Across the Green Grass Fields (Wayward Children, #6)(36)



“I think I can walk from here,” said Regan. Gristle stopped, and she slid down from his back, stretching to work out the kinks in her spine. Then she began walking toward the castle, with Gristle pacing her on one side and Zephyr on the other. Their hooves clopped softly against the soft earth, and the sky smelled like rain on the way, and everything about the moment was inevitable; everything about the moment had been coming for her since the moment she’d walked through a door that wasn’t and into a world that somehow knew enough to know that it was going to need saving.

Not just saving: saving by someone who loved it. If the door had opened now, today, and dropped a gangly, long-limbed Regan wearing fresh new jeans and smelling of her mother’s perfume into the field, she wouldn’t have been fit for saving anything at all. She had never been given the opportunity to become that version of herself, but she knew in her heart that the other Regan wasn’t somehow the better one. The other Regan would never have understood the simple joy of fishing in the lake during her morning bath, hooking fat, slow bass under the gills with her fingers and flipping them onto the shore. She wouldn’t have seen the colts growing up, or lain with Chicory in fields of sweet grass, wondering about the shape of the future. If she was going to save the Hooflands, she had to be this version of herself, this awkward, half-wild, uncertain girl who’d grown up on a centaur’s back, racing through woods and breathing in air that always smelled, ever so faintly, of horsehair and hay. That other Regan had been the first sacrifice necessary to save the world, and she had made it without even knowing, and still she had no regrets.

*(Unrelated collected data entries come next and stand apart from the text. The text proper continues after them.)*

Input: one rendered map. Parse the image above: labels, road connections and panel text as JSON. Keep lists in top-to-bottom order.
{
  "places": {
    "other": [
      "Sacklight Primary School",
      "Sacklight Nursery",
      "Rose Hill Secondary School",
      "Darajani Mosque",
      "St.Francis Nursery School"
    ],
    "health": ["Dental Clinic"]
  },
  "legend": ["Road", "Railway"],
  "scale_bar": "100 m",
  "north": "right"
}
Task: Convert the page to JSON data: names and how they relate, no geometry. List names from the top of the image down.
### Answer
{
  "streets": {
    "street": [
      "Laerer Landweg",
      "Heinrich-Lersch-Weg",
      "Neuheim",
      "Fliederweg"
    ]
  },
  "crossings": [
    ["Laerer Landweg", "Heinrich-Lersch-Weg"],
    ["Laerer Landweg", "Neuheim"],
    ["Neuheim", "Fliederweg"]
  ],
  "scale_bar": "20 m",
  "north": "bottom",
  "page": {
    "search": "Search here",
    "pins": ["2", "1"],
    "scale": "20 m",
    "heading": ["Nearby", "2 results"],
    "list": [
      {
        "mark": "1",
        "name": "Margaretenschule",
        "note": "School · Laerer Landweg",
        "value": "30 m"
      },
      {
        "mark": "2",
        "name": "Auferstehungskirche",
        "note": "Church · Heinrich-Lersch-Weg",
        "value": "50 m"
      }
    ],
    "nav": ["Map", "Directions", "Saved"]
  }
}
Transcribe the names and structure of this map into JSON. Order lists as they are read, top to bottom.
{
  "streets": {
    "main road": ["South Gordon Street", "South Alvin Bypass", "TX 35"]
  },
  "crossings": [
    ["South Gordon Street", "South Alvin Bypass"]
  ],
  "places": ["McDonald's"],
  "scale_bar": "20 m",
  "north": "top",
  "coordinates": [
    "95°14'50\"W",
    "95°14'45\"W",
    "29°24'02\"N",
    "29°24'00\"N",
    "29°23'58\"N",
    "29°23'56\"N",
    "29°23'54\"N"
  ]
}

She still didn’t believe in destiny. Clay shaped into a cup was not always destined to become a drinking vessel; it was simply shaped by someone too large to be resisted. She was not clay, but she had been shaped by her circumstances all the same, not directed by any destiny.

Regan walked on toward the castle, which loomed larger and larger before her, until it dominated the line of the sky. “Was she always a bad queen?” she asked. “Do either of you know?”

“The only bad thing I’ve ever heard of her doing was burning the centaur fields to the south,” said Zephyr. “She tried to take the human from them shortly after it arrived—I’m sorry, tried to take you—and when her people failed, she ordered the hippocampi to carry burning brands and set alight everything the centaurs owned, to punish them for disobeying her.”

Regan, who had heard nothing of this, stiffened but forced herself to keep walking. All these things had happened years ago, and she couldn’t change them now. All she could do was try to keep them from happening again. All she could do was keep moving.

“All queens are bad queens,” said Gristle. “When the queen is a centaur or a faun, they treat those of us without hands as if we were somehow less a part of the Hooflands than they are, when the very world is named for us. When the queen is a kirin or a hippogriff, they behave as if those who eat meat are savages who don’t deserve the lands we live on. There’s never been a kelpie queen. Those doors are closed to monsters like me.”

“There’s never been a peryton queen, either,” said Zephyr sadly. “They call us monsters, too, because they can’t talk to us.”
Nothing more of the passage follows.